Глава 12

Вийон пробежал несколько кварталов и перешел на шаг, только завидев впереди ворота, ведущие в Нижний город. Он постарался идти спокойно, чтобы не привлекать внимание стражи.

В душе корзинщика царил хаос. Проклятая крыса! Завела его к душевидцу – и что в итоге? Ничего не изменилось, напротив – все стало еще хуже. Алхимик посеял в нем зерна сомнений, а душевидец закончил начатое – подобрал ключик к душе Вийона и нашел в ней самую болезненную, самую уязвимую точку, на которую немедленно и надавил. Вийон и сам не понимал своей реакции. Казалось бы, чего проще – отмахнуться от нелепых измышлений Ильмара и Нориса, беззаботно рассмеяться и тот час забыть об их нелепых фантазиях, и жить дальше спокойно, но он не мог. Если с исчезнувшей лавкой и четырьмя другими корзинщиками, то ли пропавшими, то ли получившими новую судьбу, еще как-то можно было смириться, то теперь Вийон чувствовал, что у него пытаются отобрать нечто действительно важное. Воспоминания о дружбе с Айнри грели его сердце, оставались с ним даже когда все шло не так – так неужели они все были ложью, выдумкой, детской фантазией о друге, которого на самом деле никогда не существовало? Он ясно помнил Айнри – но почему же тогда никто из тех, кого он опрашивал, не смог ничего о нем вспомнить?

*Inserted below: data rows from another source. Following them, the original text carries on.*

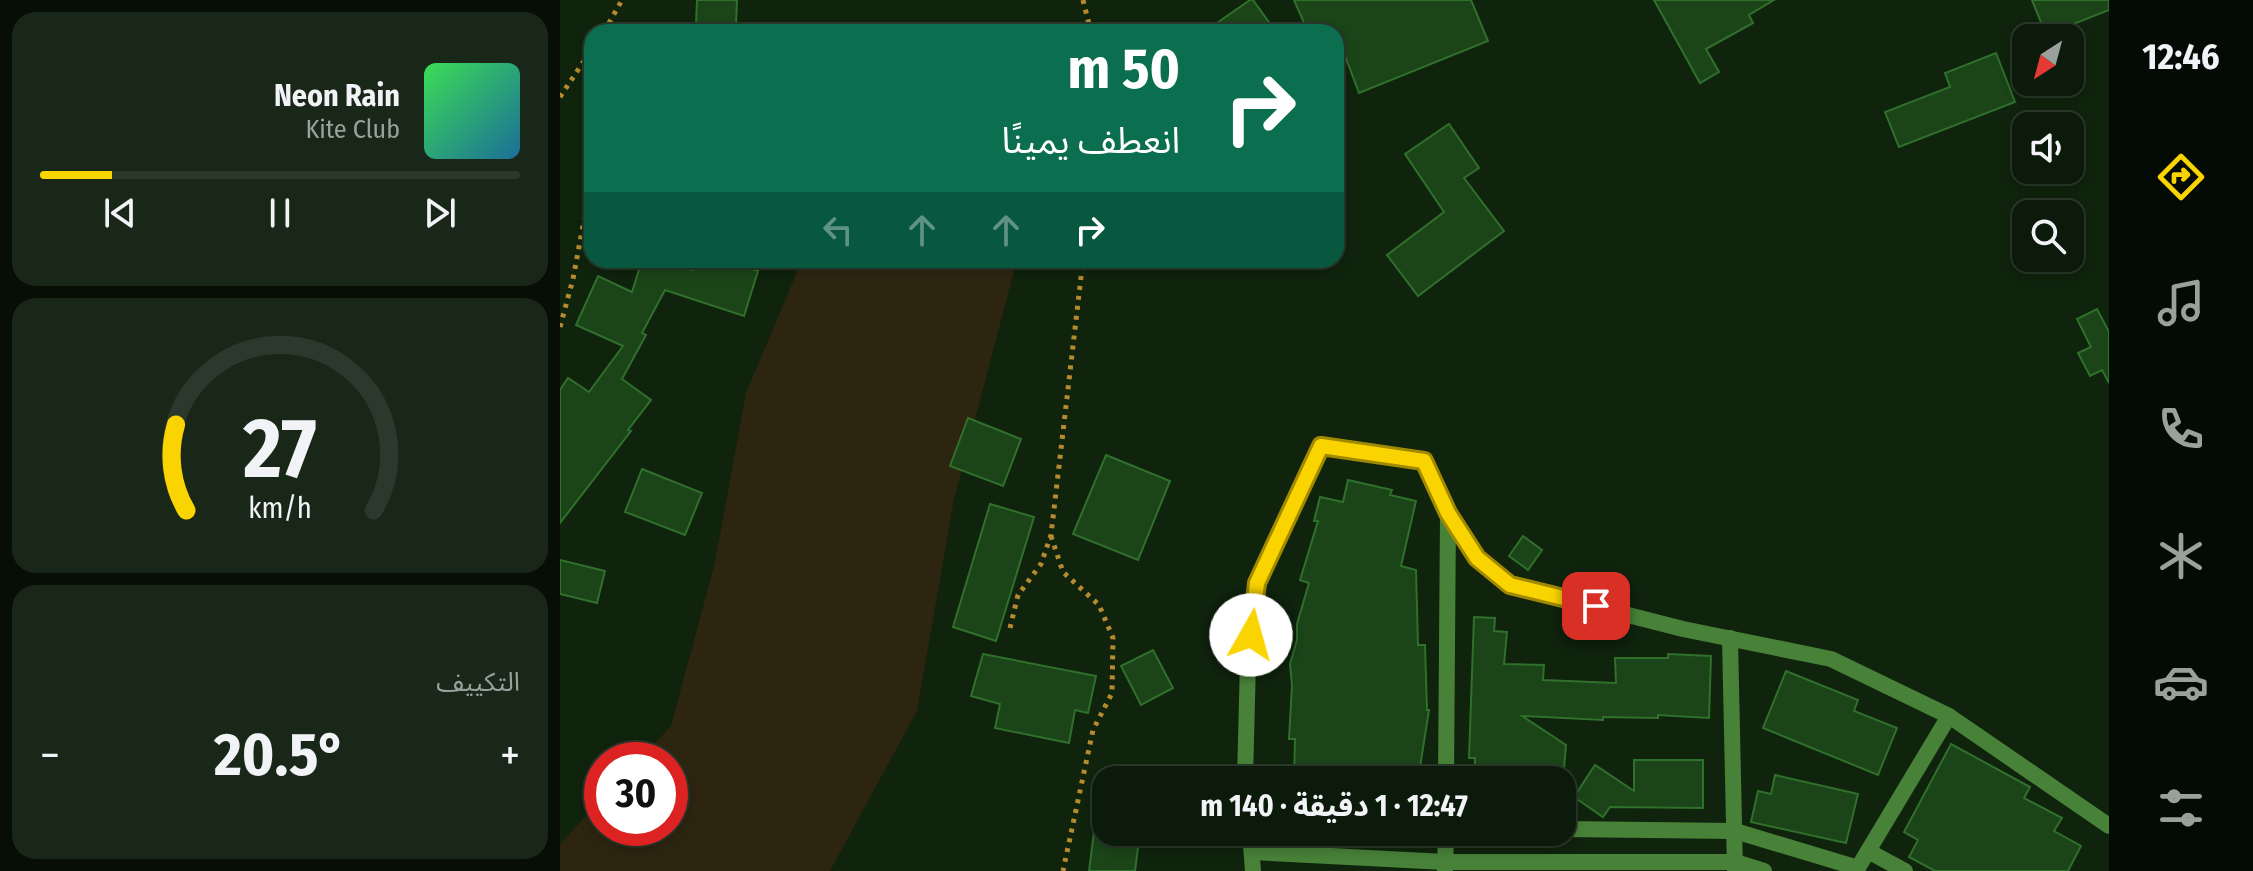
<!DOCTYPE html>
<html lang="ar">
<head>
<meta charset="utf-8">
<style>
	:root { --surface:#0b1a0a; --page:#192718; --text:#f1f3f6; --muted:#9aa19c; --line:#2b382b; --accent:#fad400 }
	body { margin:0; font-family:"Fira Sans Condensed","Noto Sans Arabic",sans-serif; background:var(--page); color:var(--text); direction:rtl; height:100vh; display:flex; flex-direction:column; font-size:30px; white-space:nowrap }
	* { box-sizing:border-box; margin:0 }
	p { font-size:26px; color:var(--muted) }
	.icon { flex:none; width:44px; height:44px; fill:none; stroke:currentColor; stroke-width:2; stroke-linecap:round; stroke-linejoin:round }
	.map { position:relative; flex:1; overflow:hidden; direction:ltr }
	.details { display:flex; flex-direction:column; gap:12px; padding:12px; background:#060e06; width:560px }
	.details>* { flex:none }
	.banner { position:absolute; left:24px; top:24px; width:760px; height:244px; border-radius:24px; box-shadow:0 4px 12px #0003,0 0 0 2px var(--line); direction:rtl; background:#0b6e4f; color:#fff; overflow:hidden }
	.needle { width:52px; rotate:216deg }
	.controls { position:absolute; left:1452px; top:24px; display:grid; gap:16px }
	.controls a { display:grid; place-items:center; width:72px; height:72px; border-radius:16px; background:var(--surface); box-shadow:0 4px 12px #0003,0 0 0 2px var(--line); font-size:40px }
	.speed { position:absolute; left:24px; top:742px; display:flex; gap:16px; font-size:40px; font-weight:700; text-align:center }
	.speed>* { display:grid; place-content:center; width:104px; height:104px; border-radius:50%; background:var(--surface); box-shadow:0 4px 12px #0003,0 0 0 2px var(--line); line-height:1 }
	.speed .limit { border:12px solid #d22; background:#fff; color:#111 }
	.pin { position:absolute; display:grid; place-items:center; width:68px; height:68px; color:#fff; margin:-34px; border-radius:16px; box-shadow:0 4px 12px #0006 }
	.me { position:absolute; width:88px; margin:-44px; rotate:7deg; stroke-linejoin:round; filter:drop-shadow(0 0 6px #0008) }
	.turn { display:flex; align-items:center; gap:28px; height:168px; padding:0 32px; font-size:36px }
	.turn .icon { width:104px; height:104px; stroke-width:2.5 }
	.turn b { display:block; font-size:56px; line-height:68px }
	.lanes { display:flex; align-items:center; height:76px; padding:0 32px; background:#0003; justify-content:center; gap:40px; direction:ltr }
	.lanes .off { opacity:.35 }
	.big { font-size:60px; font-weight:700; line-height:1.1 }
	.details .card { flex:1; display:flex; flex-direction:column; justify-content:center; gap:12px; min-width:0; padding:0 28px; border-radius:24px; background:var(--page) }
	.details .dial { align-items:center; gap:0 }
	.dial svg { height:208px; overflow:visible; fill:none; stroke:var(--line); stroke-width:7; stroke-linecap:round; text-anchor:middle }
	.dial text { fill:var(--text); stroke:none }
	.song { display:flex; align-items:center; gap:24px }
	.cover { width:96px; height:96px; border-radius:12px; background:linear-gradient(135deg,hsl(130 70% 55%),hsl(200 70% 35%)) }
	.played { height:8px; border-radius:4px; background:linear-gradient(90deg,var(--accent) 15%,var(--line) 15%) }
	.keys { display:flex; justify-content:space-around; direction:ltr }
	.heat { display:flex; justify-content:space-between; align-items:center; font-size:44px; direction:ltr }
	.trip { position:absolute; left:532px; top:766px; width:484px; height:80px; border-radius:24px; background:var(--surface); box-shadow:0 4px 12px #0003,0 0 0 2px var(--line); font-weight:700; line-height:80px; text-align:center; direction:rtl }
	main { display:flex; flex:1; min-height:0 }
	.tab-bar { display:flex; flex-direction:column; width:144px; justify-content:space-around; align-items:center; background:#040a04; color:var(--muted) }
	.tab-bar .icon { width:56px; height:56px }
	.tab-bar .selected { color:var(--accent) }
	.tab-bar b { font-size:36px; color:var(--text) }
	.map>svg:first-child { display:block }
	.green { fill:#2d2510 }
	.building { fill:#1b4419; stroke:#2f702b; stroke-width:2 }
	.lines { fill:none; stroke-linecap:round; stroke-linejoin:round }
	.path { stroke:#b68b2d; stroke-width:5; stroke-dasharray:4 6; stroke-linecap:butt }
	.minor { stroke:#488238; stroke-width:16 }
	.route-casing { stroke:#a28a00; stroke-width:20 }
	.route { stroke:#fad400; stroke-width:14 }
</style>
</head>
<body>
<main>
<nav class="tab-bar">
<b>12:46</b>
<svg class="icon selected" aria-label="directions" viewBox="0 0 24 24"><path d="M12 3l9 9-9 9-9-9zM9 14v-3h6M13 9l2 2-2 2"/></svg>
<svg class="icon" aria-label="music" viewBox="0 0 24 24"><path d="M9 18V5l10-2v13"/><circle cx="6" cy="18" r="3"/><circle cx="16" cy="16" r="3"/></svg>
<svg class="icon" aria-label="phone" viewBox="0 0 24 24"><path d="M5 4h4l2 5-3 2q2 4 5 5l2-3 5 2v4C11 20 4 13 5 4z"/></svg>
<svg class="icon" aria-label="climate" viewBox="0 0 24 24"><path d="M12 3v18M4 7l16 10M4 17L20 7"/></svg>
<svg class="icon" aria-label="car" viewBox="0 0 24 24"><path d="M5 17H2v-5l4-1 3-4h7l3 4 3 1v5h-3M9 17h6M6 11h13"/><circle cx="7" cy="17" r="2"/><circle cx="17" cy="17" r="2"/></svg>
<svg class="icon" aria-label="filters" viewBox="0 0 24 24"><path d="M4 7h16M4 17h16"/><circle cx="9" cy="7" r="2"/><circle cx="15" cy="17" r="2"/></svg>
</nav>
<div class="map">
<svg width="1549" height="871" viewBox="0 0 1549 871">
	<rect width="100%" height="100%" fill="#0f230d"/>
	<path class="green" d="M242,260H457L394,499L357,711L270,871H0V844L42,799V828H110V760H79L111,726L155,562L186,393Z"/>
	<g class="building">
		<path d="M137,0H177L176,25L136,24Z"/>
		<path d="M690,0H693L716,32H644Z"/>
		<path d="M734,0H911L928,41L799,93L776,32H748Z"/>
		<path d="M1094,0H1214L1189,15L1193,23L1146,49L1159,72L1140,83Z"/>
		<path d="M1472,0H1549V10L1486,35Z"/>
		<path d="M1436,53L1455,102L1339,147L1325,112L1390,87L1385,73Z"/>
		<path d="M889,124L919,168L904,178L944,231L858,296L827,255L884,212L845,154Z"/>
		<path d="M82,260H101L133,270L136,260H164L198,271L184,316L105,290L82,333L86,335L62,379L91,400L68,430L71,431L0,523V390L8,378L29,392L63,346L16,325L38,276L72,292Z"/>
		<path d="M1537,309L1549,332V383L1542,370L1530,376L1518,353L1531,347L1517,319Z"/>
		<path d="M408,418L461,439L443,486L390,466Z"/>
		<path d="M546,455L610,481L578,560L513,534Z"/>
		<path d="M82,469L142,493L125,535L65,512Z"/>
		<path d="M788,480L832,490L830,495L856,501L841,566L856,570L858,645H865L867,710H869L858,780H734L735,739H729L732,685L730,664L737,640V624L749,583L740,580L758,521H754L760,497L783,502Z"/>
		<path d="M430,504L474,517L436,641L393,627Z"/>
		<path d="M963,536L982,550L968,570L949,556Z"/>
		<path d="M0,560L45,571L37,603L0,594Z"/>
		<path d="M914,617L935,618L934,631L947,632L944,664L984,665L983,680L1056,683L1055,658H1108V654L1151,656L1149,718L1098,715V718L1043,717V720L962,716L1006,745L1003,780H914L915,758H909Z"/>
		<path d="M593,650L613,688L581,705L561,666Z"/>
		<path d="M423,654L536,676L528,713L515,710L509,743L435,728L440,704L411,696Z"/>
		<path d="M1226,671L1298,700L1294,711L1337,728L1318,775L1203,728Z"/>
		<path d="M1391,744L1470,787L1464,798L1502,818L1494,831L1521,846L1508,871H1375L1349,857L1358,840L1344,832Z"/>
		<path d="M1074,760H1143V808L1050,807L1043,817L1014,797L1035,765L1074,791Z"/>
		<path d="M1215,775L1298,794L1286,843L1191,822L1198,791L1211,794Z"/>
		<path d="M534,832H580L575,871H529Z"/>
	</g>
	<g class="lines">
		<g class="path">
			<path d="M523,0L531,32"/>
			<path d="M44,32L62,0"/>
			<path d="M0,97L32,49"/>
			<path d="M0,327L13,279L32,177"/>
			<path d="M491,536L503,572L539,605L553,638L552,693L533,730L503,871"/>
			<path d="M450,628L458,595L481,564L491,535L523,260"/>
		</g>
		<g class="minor">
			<path d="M1170,638L1175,871"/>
			<path d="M685,780L688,661L697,583L761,446L864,461L888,513L917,558L950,585L1123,629L1271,659L1389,716L1549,826"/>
			<path d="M886,780L888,515"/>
			<path d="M1002,829L1175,831L1298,868"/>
			<path d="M690,832L693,871"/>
			<path d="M1308,851L1345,871"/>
			<path d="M693,852L885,862H1175L1204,871"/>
			<path d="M885,870L886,832"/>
			<path d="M1296,871L1389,716"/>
		</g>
	</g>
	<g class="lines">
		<g class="route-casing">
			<path id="route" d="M691,635L697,583L761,446L864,461L888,513L917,558L950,585L1036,606"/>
		</g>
		<use href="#route" class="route"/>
	</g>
</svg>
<div class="controls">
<a><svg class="needle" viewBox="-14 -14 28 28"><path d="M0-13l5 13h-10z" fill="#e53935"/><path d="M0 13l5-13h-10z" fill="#9aa19c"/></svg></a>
<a><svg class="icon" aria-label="sound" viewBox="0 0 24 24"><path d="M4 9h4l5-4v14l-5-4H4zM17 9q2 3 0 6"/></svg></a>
<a><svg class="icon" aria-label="search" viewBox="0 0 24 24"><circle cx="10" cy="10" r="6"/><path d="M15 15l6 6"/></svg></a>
</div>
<div class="speed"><div class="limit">30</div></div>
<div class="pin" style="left:1036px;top:606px;background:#d93025"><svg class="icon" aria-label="arrive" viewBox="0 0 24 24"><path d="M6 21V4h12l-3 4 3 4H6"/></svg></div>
<svg class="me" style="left:691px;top:635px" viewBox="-20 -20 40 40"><circle r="19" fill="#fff"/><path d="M0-13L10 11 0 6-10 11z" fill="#fad400"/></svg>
<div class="trip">12:47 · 1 دقيقة · 140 m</div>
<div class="banner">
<div class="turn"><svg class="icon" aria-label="right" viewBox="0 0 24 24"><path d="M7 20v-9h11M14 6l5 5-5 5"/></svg><div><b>50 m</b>انعطف يمينًا</div></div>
<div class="lanes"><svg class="icon off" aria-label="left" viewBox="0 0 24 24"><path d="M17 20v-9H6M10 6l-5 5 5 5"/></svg><svg class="icon off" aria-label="ahead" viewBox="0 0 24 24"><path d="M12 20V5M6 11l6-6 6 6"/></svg><svg class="icon off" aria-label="ahead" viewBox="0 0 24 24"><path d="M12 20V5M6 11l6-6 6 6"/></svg><svg class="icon" aria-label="right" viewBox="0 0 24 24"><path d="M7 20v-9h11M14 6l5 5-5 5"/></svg></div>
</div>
</div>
<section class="details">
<div class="card">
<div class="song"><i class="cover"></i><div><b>Neon Rain</b><p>Kite Club</p></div></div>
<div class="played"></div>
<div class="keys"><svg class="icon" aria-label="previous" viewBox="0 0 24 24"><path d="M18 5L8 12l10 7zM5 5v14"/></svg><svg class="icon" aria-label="pause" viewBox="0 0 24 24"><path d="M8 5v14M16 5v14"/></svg><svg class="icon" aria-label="next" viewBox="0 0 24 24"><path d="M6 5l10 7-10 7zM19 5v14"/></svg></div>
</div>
<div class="card dial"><svg viewBox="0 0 100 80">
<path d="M14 69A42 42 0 1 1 86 69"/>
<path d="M14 69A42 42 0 0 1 10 36" stroke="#fad400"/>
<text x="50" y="56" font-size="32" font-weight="700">27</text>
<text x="50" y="72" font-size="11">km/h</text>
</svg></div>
<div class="card"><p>التكييف</p>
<div class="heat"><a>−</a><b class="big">20.5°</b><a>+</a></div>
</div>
</section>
</main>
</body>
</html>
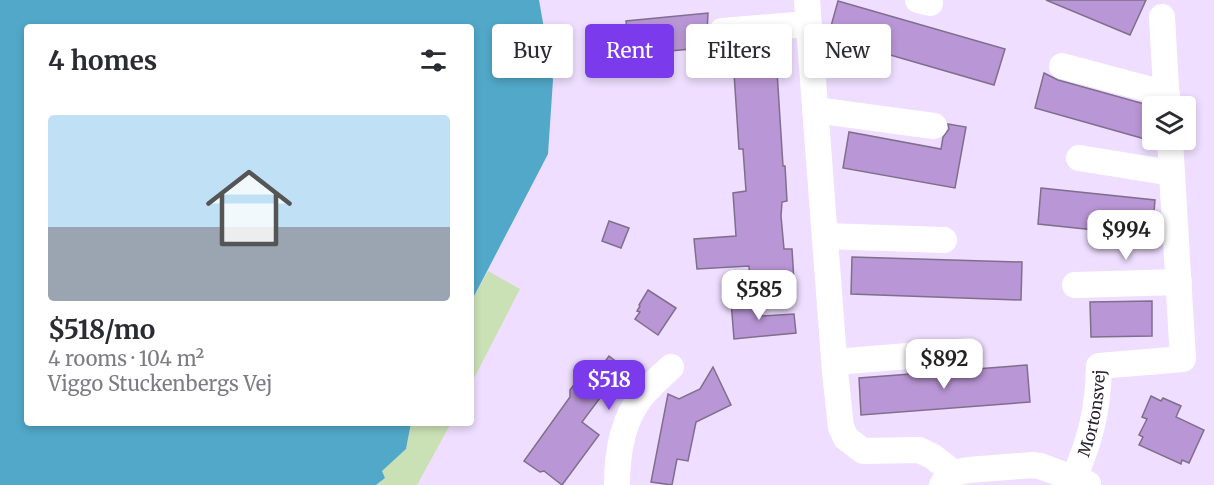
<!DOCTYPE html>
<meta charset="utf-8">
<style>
:root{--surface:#fff;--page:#f7f7f7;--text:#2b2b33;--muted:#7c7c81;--accent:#7c3aed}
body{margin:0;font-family:Merriweather,serif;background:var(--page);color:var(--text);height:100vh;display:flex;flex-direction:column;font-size:22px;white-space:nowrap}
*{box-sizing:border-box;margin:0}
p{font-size:20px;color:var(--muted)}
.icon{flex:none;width:33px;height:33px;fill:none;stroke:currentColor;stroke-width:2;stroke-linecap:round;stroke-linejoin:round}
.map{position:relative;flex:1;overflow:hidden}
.details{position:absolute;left:24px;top:24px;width:450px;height:402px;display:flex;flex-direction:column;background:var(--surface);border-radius:6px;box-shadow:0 3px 9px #0003}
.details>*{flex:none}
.guide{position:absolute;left:492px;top:24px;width:570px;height:54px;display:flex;gap:12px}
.tools{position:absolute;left:1142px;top:96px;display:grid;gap:12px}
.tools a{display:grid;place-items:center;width:54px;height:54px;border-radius:6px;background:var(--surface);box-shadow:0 3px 9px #0003;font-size:30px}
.price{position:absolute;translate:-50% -51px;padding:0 14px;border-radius:12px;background:#fff;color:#222;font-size:20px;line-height:39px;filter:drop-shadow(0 2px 3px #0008)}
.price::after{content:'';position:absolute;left:50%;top:36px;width:18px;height:14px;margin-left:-9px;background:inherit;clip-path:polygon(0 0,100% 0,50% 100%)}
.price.current{background:var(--accent);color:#fff}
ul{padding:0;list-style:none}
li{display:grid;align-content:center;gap:12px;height:318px;padding:0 24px}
li span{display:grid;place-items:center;height:186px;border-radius:6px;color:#555}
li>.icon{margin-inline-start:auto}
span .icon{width:108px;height:108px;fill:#fffc;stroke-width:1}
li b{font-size:26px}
h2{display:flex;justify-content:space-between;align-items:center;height:72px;padding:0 24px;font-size:26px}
.pill{padding:0 21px;border-radius:6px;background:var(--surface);box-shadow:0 3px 9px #0003;font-size:21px;line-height:54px}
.pill.current{background:var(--accent);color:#fff}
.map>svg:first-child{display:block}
</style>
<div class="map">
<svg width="1214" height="485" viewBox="0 0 1214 485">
<rect width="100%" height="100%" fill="#efdeff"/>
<!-- green -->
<g fill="#cae1b5">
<polygon points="488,271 520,289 471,384 471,302"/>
<polygon points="411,423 451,423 417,485 376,485 385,478 381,471 406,449"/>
</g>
<!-- water -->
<polygon fill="#52a8c9" points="0,0 539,0 553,80 548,154 471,302 471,27 27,27 27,423 411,423 406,449 382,471 385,478 376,485 0,485"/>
<!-- building -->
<g fill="#b996d5" stroke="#7f6f8c" stroke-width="1.5">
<polygon points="1046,0 1146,0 1130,35"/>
<polygon points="838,1 1005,49 994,85 828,37"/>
<polygon points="708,13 707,33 711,47 629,55 626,21"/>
<polygon points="776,55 783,166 785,166 787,201 782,202 781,216 784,249 792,249 794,281 750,284 749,266 697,269 694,239 736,236 733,193 746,191 743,149 739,149 733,58"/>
<polygon points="1044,73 1058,80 1152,106 1152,113 1145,139 1035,108"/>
<polygon points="948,124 966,127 955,188 843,168 849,132 941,149 943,137 949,129"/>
<polygon points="1041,188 1155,200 1152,236 1038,224"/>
<polygon points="609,221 629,228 621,248 602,241"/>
<polygon points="852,257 1022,262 1021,300 851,294"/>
<polygon points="648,290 676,308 658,335 635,319 640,312 637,311 640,306 639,305"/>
<polygon points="760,299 762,316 794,314 796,333 734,339 731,301"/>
<polygon points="1152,301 1152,336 1091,337 1090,302"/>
<polygon points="609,356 623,367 582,422 599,435 562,485 544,471 540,472 524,461 570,397 570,390 588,366 593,361 601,367"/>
<polygon points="1027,365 1030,402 861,415 859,378"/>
<polygon points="713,367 731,405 696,422 688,461 677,459 672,485 651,482 668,394 679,399 700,389"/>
<polygon points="1151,396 1161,401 1163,398 1181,406 1176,417 1204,430 1189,463 1182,460 1181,464 1139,445 1143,437 1139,435 1147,419 1142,417"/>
</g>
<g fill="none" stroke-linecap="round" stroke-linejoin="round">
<!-- minor -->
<g stroke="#fff" stroke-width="26">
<polyline points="807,0 835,372 841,427 846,438 863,451 919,450 932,456 954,473"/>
<polyline points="918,0 930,3"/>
<polyline points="1162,17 1167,106"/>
<polyline points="722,31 808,24"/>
<polyline points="1062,66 1167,94"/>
<polyline points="815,110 934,126"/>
<polyline points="1079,158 1172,173"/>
<polyline points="825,236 944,240"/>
<polyline points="1075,285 1179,282"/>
<polyline points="835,362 969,351"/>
<path id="s1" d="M1074,478C1091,438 1098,410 1099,366L1183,359L1170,140"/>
<path d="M617,485C617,455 622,421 641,397C650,386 661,376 671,367"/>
<polyline points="942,485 946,479 954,473 968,470 1032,465 1040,466 1088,484"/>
</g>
</g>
<g text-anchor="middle" stroke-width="6" stroke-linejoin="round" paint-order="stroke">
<!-- street labels -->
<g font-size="16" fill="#27212d" stroke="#efdeff">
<text dy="6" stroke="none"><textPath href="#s1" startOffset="68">Mortonsvej</textPath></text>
</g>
</g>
</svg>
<div class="tools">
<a><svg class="icon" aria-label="layers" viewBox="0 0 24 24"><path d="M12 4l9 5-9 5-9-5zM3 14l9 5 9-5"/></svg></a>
</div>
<b class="price" style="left:1126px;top:261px">$994</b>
<b class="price" style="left:759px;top:321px">$585</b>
<b class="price" style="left:944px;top:390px">$892</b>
<b class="price current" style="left:609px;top:411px">$518</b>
<div class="guide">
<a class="pill">Buy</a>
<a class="pill current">Rent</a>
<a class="pill">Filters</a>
<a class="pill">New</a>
</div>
<section class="details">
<h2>4 homes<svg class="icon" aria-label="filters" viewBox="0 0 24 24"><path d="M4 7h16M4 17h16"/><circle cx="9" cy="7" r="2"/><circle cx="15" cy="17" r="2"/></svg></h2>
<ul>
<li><span style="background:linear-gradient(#bfe0f5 60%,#9aa5b1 0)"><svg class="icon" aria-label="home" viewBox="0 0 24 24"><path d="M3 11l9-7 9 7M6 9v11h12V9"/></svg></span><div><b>$518/mo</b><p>4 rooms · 104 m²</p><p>Viggo Stuckenbergs Vej</p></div></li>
</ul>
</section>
</div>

Айнри Тозол словно растворился в этом огромном городе, оказался стерт из реальности и из воспоминаний людей, которые наверняка должны были его знать. Да и жил ли он когда-нибудь вообще?..

Вийон прошел мимо стражи, дежурившей на воротах, сутулив плечи и опустив голову. Раз за разом он задавал себе страшный вопрос, и не мог дать на него однозначного ответа. Что, если он сам был немного не в себе и душевидец почуял это и именно поэтому пригласил Вийона к себе в дом? А если он безумен, пусть даже и слегка, то как можно доверять собственным воспоминаниям? Собственным чувствами и собственной уверенности в том, что реально, а что нет? Душевидец выбил у него опору из-под ног и теперь Вийон чувствовал себя как ныряльщик, нырнувший ночью глубоко-глубоко, утративший в глубине погруженного во мрак моря всякое направление и не понимающий уже, где верх, где низ, куда следует плыть, чтобы добраться, наконец, до вожделенного воздуха и снова вдохнуть полной грудью…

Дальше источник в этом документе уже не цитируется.